As for the other branding opportunities that the show allows for – currently Airtel has bought the ‘Phone a Friend’ bug and LIC has bought the ‘Money Tree’ bug. Adds Vaz, “We will be selling the in-programme bugs after we sell all the sponsorships. We would like to give the sponsors the first right of refusal. A couple of clients are very interested in the cheque as well as the computer branding but we will close all the bugs only after we have sold the sponsorships.”

 
 
If one looks at the six sponsors and their spending appetite on mass media in the past, clearly Gujarat Ambuja and LIC are surprises. Gujarat Ambuja is typically a print-led advertiser with total advertising spends across TV and print being Rs 100 – 110 million. Why a cement company would park all of its monies at one place is definitely worth pondering. According to media analysts, the reasons attributed are competition. With Grasim on an overdrive mode consolidating their various cements as well as their buy out of L&T (rebranding itself as Ultratech), Gurat Ambuja is probably looking at a corporate brand enhancing exercise repositioning itself thorough a high profile property like KBC2. A point worth noting here is that this will be the biggest deal a cement company has entered into on television per se. Cement as a category is an extremely low involvement product. So, a property like KBC2 will ensure consumer’s mindspace and hence give a top of mind recall.

 
 
As for LIC (Life Insurance Cooperation of India), it usually freezes its advertising budgets in March. This will be LIC’s first ever annual deal. Also, with the onslaught on private players, LIC has probably realised that before it loses its monopoly position, the time has come to reiterate the brand and its values to its customers.

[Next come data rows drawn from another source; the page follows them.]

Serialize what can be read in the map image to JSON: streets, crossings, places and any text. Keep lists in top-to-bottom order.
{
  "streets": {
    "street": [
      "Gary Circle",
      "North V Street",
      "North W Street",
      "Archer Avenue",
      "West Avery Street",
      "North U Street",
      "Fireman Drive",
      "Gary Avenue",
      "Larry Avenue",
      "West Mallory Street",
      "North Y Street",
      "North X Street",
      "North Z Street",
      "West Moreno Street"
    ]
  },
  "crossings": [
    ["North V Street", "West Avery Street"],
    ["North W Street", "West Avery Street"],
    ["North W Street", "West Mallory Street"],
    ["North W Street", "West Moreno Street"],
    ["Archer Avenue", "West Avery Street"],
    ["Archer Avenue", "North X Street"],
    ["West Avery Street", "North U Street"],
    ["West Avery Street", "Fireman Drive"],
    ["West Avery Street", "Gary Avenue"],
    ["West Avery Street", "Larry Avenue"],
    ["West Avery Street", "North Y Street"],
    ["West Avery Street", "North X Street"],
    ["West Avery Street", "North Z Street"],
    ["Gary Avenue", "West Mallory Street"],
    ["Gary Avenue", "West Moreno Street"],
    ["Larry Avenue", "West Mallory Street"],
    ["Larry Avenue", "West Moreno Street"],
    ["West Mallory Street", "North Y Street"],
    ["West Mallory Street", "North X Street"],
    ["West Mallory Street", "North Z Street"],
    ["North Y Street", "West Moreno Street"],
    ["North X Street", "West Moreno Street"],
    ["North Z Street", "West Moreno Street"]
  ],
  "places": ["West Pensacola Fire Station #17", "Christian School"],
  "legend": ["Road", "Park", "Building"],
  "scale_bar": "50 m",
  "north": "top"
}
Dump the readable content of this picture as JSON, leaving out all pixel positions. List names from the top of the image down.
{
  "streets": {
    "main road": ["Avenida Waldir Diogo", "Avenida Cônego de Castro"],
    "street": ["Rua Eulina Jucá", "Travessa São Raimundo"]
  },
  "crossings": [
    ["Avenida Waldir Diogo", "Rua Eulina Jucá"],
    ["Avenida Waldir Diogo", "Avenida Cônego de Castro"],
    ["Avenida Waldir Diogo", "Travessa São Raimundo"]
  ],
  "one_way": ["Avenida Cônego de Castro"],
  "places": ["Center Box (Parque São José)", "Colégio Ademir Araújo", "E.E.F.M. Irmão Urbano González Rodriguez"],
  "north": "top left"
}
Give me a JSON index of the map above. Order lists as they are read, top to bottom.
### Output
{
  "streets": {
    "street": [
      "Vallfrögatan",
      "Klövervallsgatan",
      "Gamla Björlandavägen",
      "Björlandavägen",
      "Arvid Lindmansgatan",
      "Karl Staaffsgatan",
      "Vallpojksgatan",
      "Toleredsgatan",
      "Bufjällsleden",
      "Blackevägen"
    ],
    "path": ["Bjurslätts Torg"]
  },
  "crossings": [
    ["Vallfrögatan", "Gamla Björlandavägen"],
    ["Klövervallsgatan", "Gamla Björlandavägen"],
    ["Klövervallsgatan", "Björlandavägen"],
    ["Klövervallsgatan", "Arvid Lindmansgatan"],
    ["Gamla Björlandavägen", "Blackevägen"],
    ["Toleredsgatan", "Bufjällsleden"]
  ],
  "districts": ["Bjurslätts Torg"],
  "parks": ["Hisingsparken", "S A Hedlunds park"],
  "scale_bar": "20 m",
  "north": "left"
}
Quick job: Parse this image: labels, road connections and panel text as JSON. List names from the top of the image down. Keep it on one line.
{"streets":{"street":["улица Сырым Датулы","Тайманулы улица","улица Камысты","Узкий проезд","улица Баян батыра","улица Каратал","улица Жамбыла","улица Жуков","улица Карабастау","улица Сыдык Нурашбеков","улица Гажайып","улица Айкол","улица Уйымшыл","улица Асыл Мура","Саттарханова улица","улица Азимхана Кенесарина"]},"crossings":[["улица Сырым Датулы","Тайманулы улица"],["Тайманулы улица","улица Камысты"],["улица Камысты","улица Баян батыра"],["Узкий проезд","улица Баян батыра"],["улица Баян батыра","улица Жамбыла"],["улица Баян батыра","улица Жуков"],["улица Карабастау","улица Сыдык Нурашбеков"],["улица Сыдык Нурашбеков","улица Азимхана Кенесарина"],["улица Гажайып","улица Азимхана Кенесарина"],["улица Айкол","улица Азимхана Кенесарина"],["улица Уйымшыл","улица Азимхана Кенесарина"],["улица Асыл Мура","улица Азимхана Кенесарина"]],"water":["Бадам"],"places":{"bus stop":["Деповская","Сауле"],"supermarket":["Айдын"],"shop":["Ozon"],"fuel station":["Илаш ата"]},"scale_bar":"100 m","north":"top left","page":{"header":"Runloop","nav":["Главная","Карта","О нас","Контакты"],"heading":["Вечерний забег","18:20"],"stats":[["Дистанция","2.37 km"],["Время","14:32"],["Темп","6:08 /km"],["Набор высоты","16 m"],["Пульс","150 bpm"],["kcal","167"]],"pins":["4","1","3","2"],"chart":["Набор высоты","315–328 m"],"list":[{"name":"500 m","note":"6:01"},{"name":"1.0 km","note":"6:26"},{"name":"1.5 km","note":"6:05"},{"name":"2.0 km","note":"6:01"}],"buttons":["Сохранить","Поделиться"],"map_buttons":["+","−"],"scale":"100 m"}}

LG has predominantly been a major cricket spender apart from LG CDMA. LG seems to be a question in doubt as to their strategic intent to tie-up with a KBC2. With LG keeping a very low profile in the recent past; it is not very clear as to what its agenda is. Nokia on the other hand, is a brand that usually advertises on niche channels. After the last cricket World Cup, Nokia allocates 40 – 50 percent of their spends to impact baskets, the rest being weekly magazines, outdoor tie-ups and print. The exception was Indian Idol, although the monetary stakes for KBC2 are far bigger. In essence, Nokia will be entering the mass platform for the first time in such a big way.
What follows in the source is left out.